Rewriting Likelihood with DensityDist() outputs MissingInputError

As a first project in PyMC3, I am starting from this example: A Hierarchical model for Rugby prediction — PyMC3 3.11.2 documentation In this moment, I am trying to re-write the likelihood using DensityDist(), but I must be missing something. The model seems to work fine, but it fails at the very last step. This is the code to read the data:

import pandas as pd
import pymc3 as pm

df_all = pd.read_csv(pm.get_data("rugby.csv"), index_col=0)
df = df_all[["home_team", "away_team", "home_score", "away_score"]]
teams = df.home_team.unique()
teams = pd.DataFrame(teams, columns=["team"])
teams["i"] = teams.index

df = pd.merge(df, teams, left_on="home_team", right_on="team", how="left")
df = df.rename(columns={"i": "i_home"}).drop("team", 1)
df = pd.merge(df, teams, left_on="away_team", right_on="team", how="left")
df = df.rename(columns={"i": "i_away"}).drop("team", 1)

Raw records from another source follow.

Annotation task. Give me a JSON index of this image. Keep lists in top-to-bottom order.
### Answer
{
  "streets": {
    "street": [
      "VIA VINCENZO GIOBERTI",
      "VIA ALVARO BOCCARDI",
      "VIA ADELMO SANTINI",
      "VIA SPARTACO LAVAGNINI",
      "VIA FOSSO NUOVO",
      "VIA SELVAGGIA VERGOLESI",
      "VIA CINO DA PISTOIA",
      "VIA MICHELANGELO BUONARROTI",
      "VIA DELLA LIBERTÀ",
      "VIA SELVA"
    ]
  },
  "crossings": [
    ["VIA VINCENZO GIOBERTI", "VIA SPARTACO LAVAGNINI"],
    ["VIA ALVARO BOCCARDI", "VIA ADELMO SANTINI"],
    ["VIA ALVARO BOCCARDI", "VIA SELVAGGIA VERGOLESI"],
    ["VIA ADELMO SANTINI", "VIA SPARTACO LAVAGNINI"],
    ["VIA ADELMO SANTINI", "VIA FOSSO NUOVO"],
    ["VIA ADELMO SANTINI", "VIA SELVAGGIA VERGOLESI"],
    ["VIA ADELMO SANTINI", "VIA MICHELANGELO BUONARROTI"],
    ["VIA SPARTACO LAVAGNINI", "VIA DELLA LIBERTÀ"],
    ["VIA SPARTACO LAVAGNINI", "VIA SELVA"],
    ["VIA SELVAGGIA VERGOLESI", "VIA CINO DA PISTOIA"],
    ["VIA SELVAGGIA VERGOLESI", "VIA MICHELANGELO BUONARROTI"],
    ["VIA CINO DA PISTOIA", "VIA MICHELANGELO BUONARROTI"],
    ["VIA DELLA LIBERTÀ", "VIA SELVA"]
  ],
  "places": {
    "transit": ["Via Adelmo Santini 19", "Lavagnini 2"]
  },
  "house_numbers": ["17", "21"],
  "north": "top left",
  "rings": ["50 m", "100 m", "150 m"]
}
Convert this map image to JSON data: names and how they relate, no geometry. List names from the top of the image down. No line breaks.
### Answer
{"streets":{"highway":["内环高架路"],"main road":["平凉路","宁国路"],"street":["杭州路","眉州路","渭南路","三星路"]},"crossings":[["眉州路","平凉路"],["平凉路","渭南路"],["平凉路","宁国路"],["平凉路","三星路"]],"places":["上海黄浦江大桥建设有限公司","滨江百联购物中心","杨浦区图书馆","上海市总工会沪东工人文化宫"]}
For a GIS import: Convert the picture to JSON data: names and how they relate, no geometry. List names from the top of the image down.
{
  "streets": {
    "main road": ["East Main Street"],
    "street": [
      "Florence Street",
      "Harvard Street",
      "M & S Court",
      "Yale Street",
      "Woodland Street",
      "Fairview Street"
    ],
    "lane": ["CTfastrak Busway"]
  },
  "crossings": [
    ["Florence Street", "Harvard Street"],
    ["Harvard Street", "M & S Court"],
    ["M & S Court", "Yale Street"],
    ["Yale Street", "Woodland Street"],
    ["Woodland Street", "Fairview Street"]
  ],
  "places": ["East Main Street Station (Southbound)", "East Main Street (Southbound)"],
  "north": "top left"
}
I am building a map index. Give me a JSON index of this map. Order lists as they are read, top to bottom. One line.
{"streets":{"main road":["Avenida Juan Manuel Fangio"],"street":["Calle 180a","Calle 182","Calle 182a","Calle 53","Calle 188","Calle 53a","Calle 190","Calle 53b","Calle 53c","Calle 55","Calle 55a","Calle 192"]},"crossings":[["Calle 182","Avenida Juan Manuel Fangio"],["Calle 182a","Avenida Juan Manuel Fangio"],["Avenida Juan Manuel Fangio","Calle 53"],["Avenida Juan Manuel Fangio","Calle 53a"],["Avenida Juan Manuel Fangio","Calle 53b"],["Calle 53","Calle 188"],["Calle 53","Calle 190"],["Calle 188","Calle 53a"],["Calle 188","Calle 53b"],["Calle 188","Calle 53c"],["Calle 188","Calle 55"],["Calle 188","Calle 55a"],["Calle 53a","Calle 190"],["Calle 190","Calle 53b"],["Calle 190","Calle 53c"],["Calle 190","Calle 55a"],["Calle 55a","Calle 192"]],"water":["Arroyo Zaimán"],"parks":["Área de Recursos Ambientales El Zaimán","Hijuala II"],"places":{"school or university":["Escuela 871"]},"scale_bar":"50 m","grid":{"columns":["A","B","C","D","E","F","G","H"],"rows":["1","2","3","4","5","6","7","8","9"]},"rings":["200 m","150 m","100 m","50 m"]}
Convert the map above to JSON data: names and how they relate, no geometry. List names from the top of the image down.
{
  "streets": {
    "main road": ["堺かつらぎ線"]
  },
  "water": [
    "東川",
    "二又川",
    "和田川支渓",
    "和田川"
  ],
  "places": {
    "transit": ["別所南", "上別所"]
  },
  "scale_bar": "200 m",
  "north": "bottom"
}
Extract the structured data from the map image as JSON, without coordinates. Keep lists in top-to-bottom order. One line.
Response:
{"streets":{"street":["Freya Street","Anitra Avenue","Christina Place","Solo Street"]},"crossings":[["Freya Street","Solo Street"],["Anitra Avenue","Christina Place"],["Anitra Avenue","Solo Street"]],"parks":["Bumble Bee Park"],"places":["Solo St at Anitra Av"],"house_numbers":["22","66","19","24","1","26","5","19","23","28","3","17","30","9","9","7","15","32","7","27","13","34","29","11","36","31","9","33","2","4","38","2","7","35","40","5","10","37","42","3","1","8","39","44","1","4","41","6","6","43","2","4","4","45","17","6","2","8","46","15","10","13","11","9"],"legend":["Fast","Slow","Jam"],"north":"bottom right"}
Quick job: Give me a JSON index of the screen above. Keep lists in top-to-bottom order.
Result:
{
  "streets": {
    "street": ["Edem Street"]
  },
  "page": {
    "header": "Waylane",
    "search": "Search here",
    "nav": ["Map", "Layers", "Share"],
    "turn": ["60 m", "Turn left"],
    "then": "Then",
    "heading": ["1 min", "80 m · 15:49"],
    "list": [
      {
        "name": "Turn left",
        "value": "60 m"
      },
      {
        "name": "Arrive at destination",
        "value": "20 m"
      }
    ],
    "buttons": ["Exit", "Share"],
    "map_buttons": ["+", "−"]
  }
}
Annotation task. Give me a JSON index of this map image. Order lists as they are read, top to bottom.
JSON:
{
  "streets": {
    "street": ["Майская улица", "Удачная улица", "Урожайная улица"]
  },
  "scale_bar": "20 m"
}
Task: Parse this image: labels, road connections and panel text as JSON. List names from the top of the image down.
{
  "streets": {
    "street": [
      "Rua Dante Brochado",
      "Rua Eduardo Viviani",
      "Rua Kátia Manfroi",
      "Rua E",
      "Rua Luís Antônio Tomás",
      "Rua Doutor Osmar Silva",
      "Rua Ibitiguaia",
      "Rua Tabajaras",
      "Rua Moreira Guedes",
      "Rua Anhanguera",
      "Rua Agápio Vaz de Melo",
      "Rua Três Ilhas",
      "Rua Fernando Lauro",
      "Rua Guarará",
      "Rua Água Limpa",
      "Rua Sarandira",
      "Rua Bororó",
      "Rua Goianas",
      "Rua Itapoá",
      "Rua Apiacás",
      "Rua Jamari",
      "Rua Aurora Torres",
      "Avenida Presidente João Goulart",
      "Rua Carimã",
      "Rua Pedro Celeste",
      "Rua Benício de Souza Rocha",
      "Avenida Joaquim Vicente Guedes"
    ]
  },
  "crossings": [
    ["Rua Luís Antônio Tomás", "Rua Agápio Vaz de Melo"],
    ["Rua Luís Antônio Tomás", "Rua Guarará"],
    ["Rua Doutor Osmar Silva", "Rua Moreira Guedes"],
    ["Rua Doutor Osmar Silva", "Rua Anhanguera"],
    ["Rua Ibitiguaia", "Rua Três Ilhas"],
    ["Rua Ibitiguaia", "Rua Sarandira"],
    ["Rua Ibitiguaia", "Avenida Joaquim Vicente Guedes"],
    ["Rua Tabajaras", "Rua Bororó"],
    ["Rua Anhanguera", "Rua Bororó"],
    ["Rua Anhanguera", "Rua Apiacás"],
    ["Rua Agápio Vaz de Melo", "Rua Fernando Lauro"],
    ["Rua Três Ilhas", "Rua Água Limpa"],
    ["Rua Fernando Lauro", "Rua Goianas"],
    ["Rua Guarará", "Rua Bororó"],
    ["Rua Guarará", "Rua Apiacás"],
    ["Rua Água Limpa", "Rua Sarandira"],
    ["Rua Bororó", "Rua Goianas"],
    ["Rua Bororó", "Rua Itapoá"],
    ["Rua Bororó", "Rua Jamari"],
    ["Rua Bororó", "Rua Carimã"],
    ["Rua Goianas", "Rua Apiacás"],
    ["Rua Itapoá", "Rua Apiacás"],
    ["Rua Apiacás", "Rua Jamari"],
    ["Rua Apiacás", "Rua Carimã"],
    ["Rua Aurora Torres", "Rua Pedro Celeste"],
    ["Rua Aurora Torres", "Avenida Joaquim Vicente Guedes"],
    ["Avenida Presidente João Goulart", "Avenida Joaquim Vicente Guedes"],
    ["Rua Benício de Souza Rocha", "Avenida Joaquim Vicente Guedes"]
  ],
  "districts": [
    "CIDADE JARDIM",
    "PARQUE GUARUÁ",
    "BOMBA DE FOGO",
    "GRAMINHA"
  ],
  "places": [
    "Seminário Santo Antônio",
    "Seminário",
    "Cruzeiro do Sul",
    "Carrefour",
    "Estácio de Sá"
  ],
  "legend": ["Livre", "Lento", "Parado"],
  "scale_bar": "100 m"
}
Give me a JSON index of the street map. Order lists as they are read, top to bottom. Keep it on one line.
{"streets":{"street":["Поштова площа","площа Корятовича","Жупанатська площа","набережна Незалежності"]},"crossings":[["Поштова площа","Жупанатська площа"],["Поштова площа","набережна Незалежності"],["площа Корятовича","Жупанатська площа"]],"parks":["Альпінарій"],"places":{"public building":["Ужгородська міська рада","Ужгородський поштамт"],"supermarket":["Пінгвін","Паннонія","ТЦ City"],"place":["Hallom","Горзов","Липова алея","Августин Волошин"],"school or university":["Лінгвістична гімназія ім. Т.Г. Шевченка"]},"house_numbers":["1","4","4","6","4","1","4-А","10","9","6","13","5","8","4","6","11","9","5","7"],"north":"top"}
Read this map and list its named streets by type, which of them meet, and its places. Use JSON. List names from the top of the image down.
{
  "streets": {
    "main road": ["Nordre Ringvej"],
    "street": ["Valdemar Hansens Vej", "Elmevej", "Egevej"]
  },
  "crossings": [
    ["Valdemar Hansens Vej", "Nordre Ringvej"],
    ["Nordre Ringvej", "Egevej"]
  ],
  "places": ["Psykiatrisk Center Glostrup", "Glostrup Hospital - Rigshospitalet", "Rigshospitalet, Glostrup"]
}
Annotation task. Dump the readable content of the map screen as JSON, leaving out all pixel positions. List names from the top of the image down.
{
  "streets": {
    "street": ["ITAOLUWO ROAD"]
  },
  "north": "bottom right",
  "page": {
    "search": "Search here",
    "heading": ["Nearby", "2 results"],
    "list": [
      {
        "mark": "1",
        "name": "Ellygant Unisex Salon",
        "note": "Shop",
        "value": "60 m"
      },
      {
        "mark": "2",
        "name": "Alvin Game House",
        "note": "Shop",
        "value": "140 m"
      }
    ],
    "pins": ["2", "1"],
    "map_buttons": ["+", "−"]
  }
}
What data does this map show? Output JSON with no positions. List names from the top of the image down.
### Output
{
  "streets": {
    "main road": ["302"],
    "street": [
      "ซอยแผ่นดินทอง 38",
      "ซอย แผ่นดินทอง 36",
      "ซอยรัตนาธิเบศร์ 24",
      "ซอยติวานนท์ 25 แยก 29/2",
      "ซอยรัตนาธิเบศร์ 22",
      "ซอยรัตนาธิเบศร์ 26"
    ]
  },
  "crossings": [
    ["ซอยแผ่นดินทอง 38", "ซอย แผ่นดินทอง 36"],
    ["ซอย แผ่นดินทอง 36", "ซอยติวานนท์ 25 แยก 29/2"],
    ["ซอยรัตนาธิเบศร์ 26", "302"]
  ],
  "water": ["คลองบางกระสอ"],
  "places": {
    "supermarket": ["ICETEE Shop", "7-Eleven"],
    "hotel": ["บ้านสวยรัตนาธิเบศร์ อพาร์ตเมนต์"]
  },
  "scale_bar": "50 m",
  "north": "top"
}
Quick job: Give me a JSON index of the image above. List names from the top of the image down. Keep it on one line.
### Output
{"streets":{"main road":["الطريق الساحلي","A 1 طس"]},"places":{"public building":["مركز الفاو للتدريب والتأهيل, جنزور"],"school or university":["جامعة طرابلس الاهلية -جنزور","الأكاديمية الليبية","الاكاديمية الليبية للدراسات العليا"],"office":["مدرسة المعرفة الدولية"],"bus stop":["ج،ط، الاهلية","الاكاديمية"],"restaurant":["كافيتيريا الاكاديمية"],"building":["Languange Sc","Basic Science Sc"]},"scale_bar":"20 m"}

observed_home_goals = df.home_score.values
observed_away_goals = df.away_score.values

home_team = df.i_home.values
away_team = df.i_away.values

num_teams = len(df.i_home.drop_duplicates())
num_games = len(home_team)

This is the model:

with pm.Model() as model:
    # global model parameters
    home = pm.Flat("home")
    sd_att = pm.HalfStudentT("sd_att", nu=3, sigma=2.5)
    sd_def = pm.HalfStudentT("sd_def", nu=3, sigma=2.5)

    # team-specific model parameters
    atts_star = pm.Normal("atts_star", mu=0, sigma=sd_att, shape=num_teams-1)
    atts_last = -tt.sum(atts_star, keepdims=True) + 1
    atts = pm.Deterministic('atts', pm.math.concatenate([atts_star, atts_last], axis=0))
    defs = pm.Normal("defs_star", mu=0, sigma=sd_def, shape=num_teams)
    
    # likelihood of observed data
    mu_home = tt.exp( home + atts[home_team] + defs[away_team] )
    mu_away = tt.exp( atts[away_team] + defs[home_team] )

                                                         
    # Original likelihood                                       
    #  home_points = pm.Poisson("home_points", mu=mu_home, observed=observed_home_goals)
    #  away_points = pm.Poisson("away_points", mu=mu_away, observed=observed_away_goals)


    # Ind. Poisson
    def logp(home_goal, away_goal, mu_home, mu_away):
        base = home_goal * pm.math.log(mu_home) - mu_home + away_goal * pm.math.log(
            mu_away) - mu_away - pm.distributions.dist_math.factln(home_goal) - pm.distributions.dist_math.factln(
            away_goal)
        return base.sum()

    # Re-written likelihood
    res = pm.DensityDist('res', logp=logp, observed={'home_goal':observed_home_goals, 'away_goal':observed_home_goals,
                                                    'mu_home': mu_home, 'mu_away':mu_away})
                                                         
    trace = pm.sample(4000, chains=3, tune=1000, return_inferencedata=True, target_accept=0.85, random_seed=123456)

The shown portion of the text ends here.